Weekly/Monthly hard drive images are likely a good idea also.

:.:.:

Also stock pile old hardware for it. Trying keeping a few functional ATA hard drives on hand, spare PCI cards if you need them. In all honesty have 1 or 2 computers that can serve as drop in replacements on failure is likely a good idea.

We don't have extra parts, but the service team does and the machines themselves are getting hard to come by. I tried shopping for a computer with more than one PCI slot recently, and spent days just trying to figure out what is in computers from Lenovo, HP and DELL. That is not an important spec to list anymore.

I will do the math with my boss; a duplicate machine might be a good idea while they are still around.

A possible solution:

- Block all machines from accessing the web, let them access only the intranet;

- Install a lightweight VM with a browser on every machine and use this to access the Internet (for e.g. you could use a VM with a small Linux distro only for browsing the net).

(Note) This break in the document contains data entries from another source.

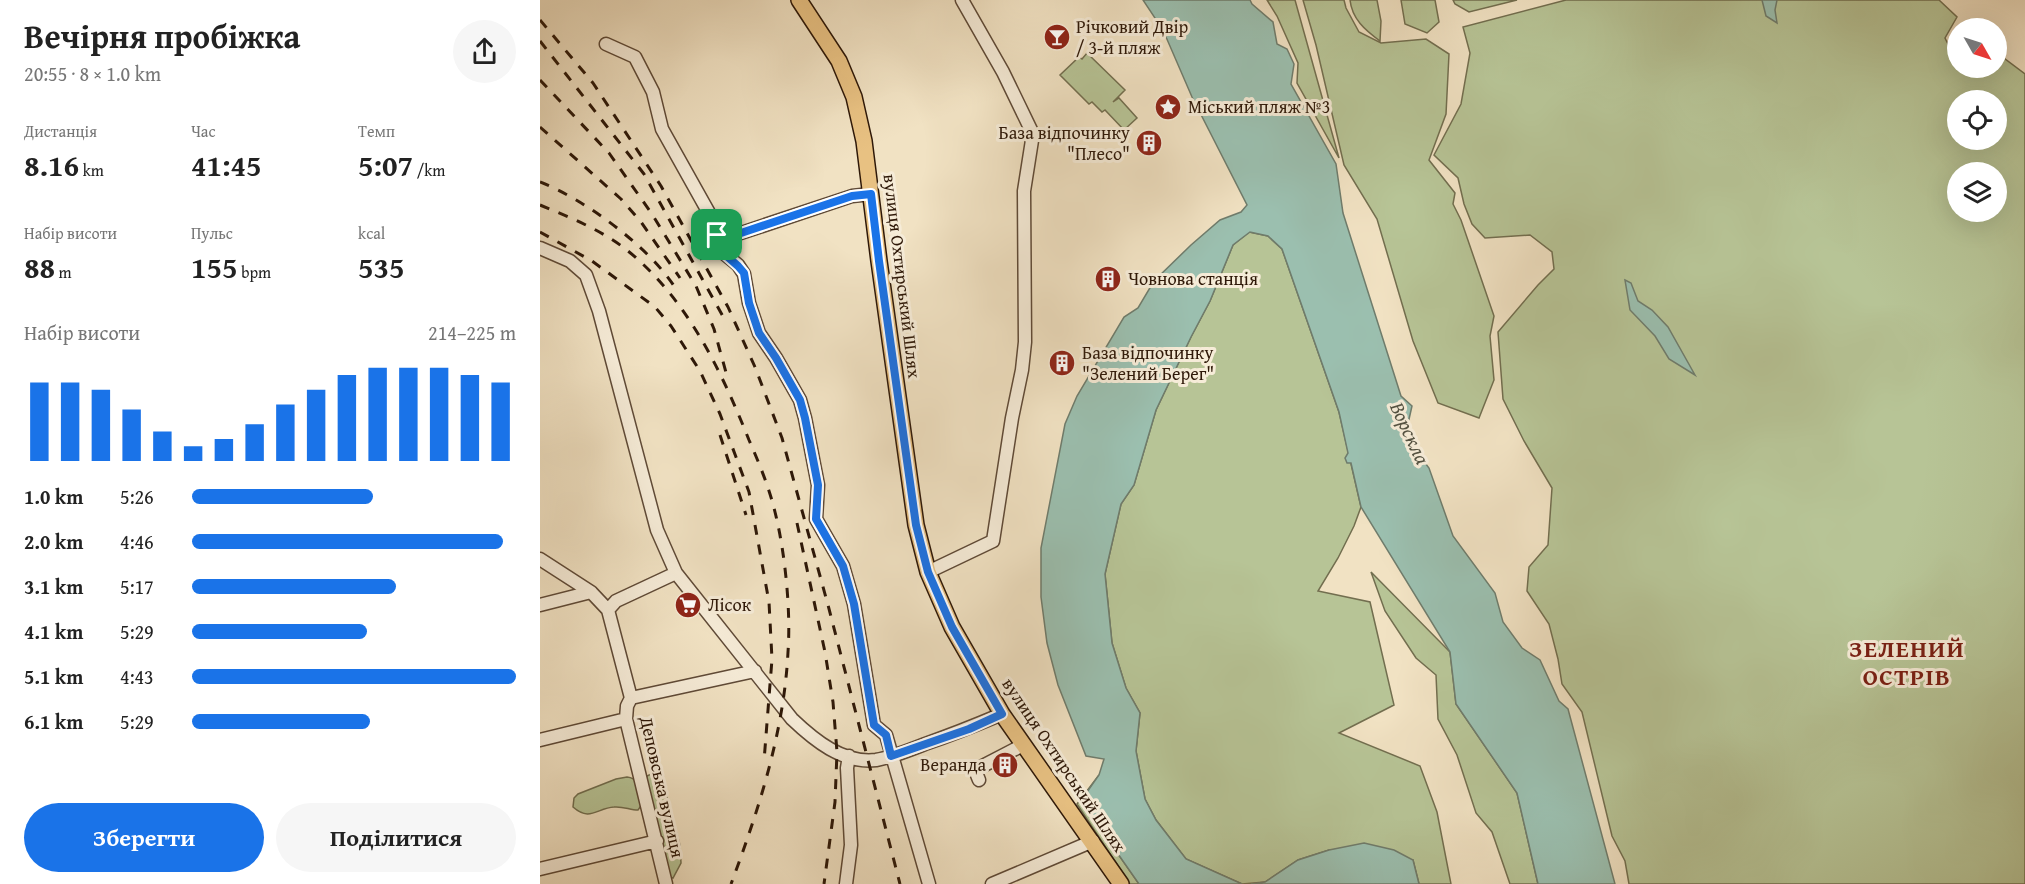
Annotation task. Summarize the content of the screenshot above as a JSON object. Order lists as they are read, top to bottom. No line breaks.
{"streets":{"main road":["вулиця Охтирський Шлях"],"street":["Деповська вулиця"]},"districts":["ЗЕЛЕНИЙ ОСТРІВ"],"water":["Ворскла"],"places":{"bar":["Річковий Двір / 3-й пляж"],"place":["Міський пляж №3"],"building":["База відпочинку \"Плесо\"","Човнова станція","База відпочинку \"Зелений Берег\"","Веранда"],"supermarket":["Лісок"]},"north":"bottom right","page":{"heading":["Вечірня пробіжка","20:55 · 8 × 1.0 km"],"stats":[["Дистанція","8.16 km"],["Час","41:45"],["Темп","5:07 /km"],["Набір висоти","88 m"],["Пульс","155 bpm"],["kcal","535"]],"chart":["Набір висоти","214–225 m"],"list":[{"name":"1.0 km","note":"5:26"},{"name":"2.0 km","note":"4:46"},{"name":"3.1 km","note":"5:17"},{"name":"4.1 km","note":"5:29"},{"name":"5.1 km","note":"4:43"},{"name":"6.1 km","note":"5:29"}],"buttons":["Зберегти","Поділитися"]}}
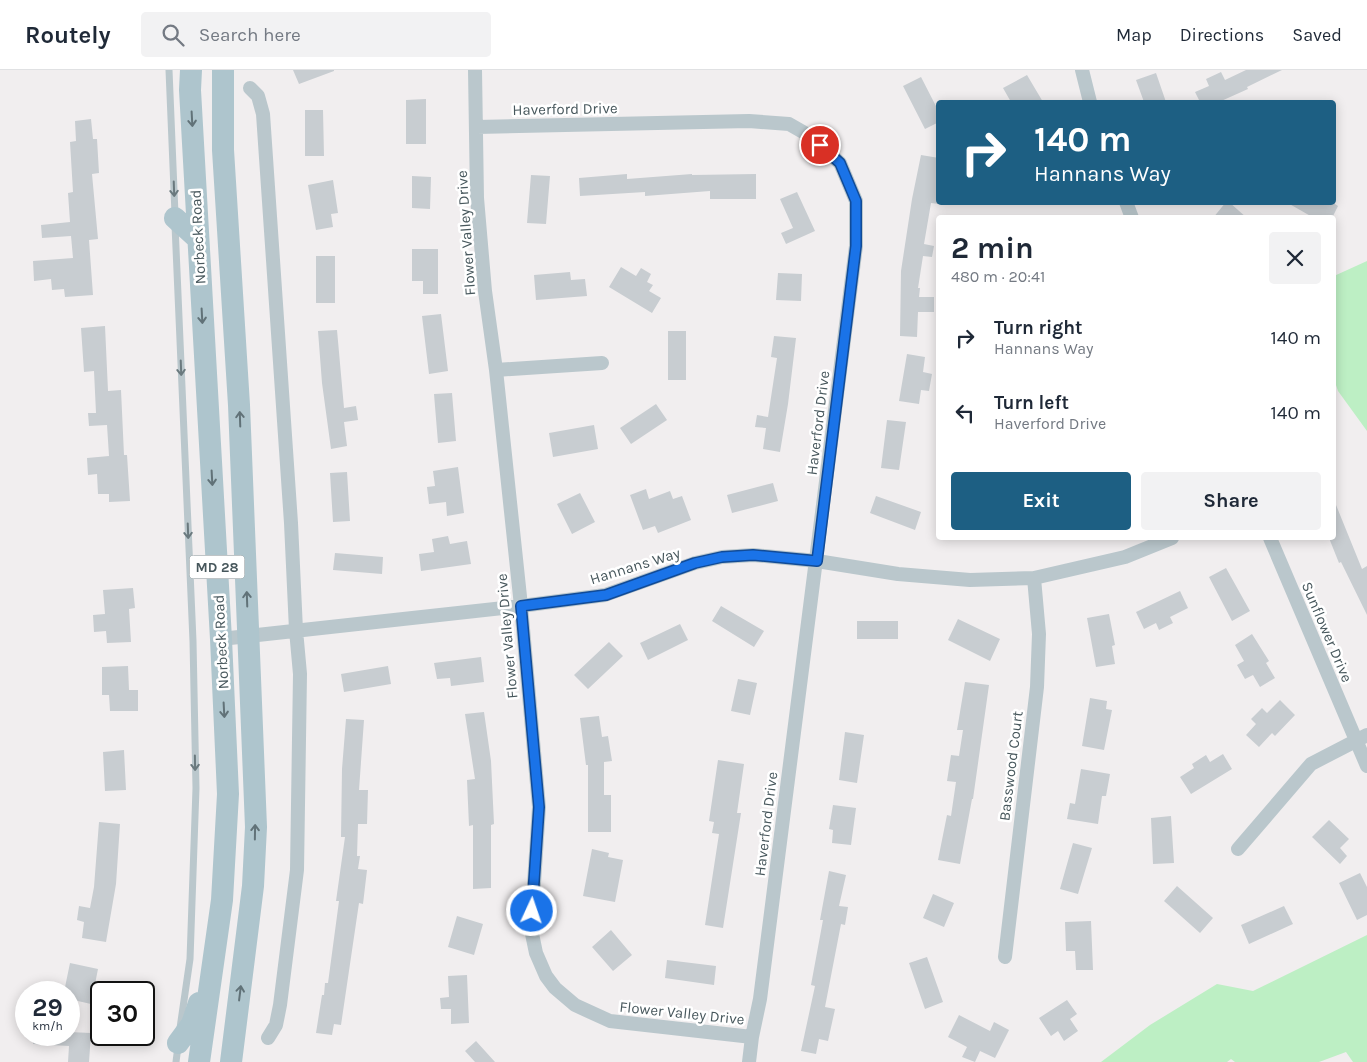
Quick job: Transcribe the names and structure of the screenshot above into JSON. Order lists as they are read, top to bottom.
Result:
{
  "streets": {
    "main road": ["Norbeck Road", "MD 28"],
    "street": [
      "Haverford Drive",
      "Flower Valley Drive",
      "Hannans Way",
      "Sunflower Drive",
      "Basswood Court"
    ]
  },
  "crossings": [
    ["Haverford Drive", "Flower Valley Drive"],
    ["Haverford Drive", "Hannans Way"],
    ["Flower Valley Drive", "Hannans Way"],
    ["Norbeck Road", "Hannans Way"],
    ["Hannans Way", "Basswood Court"]
  ],
  "page": {
    "header": "Routely",
    "search": "Search here",
    "nav": ["Map", "Directions", "Saved"],
    "turn": ["140 m", "Hannans Way"],
    "heading": ["2 min", "480 m · 20:41"],
    "list": [
      {
        "name": "Turn right",
        "note": "Hannans Way",
        "value": "140 m"
      },
      {
        "name": "Turn left",
        "note": "Haverford Drive",
        "value": "140 m"
      }
    ],
    "buttons": ["Exit", "Share"],
    "speed": "29 km/h",
    "limit": "30"
  }
}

The second solution is probably a good compromise. This will let you browse the Internet if necessary without compromising the physical machine security.

It should be possible that on the same physical machine to allow external network access for a VM and block the other apps from accessing the Internet. You can probably do it from the firewall or use a separate IP for the VM and block all IPs from your router except the IPs of the VMs.

The VM should be used only for browsing the internet.

keep them non networked, if you are really afraid of xp without support
I would recommend an air gap, disabling autorun, removing the CD hardware, and any hardware used to connect to the internet. You could also remove any other hardware and uninstall the drivers you don't need such as a webcam.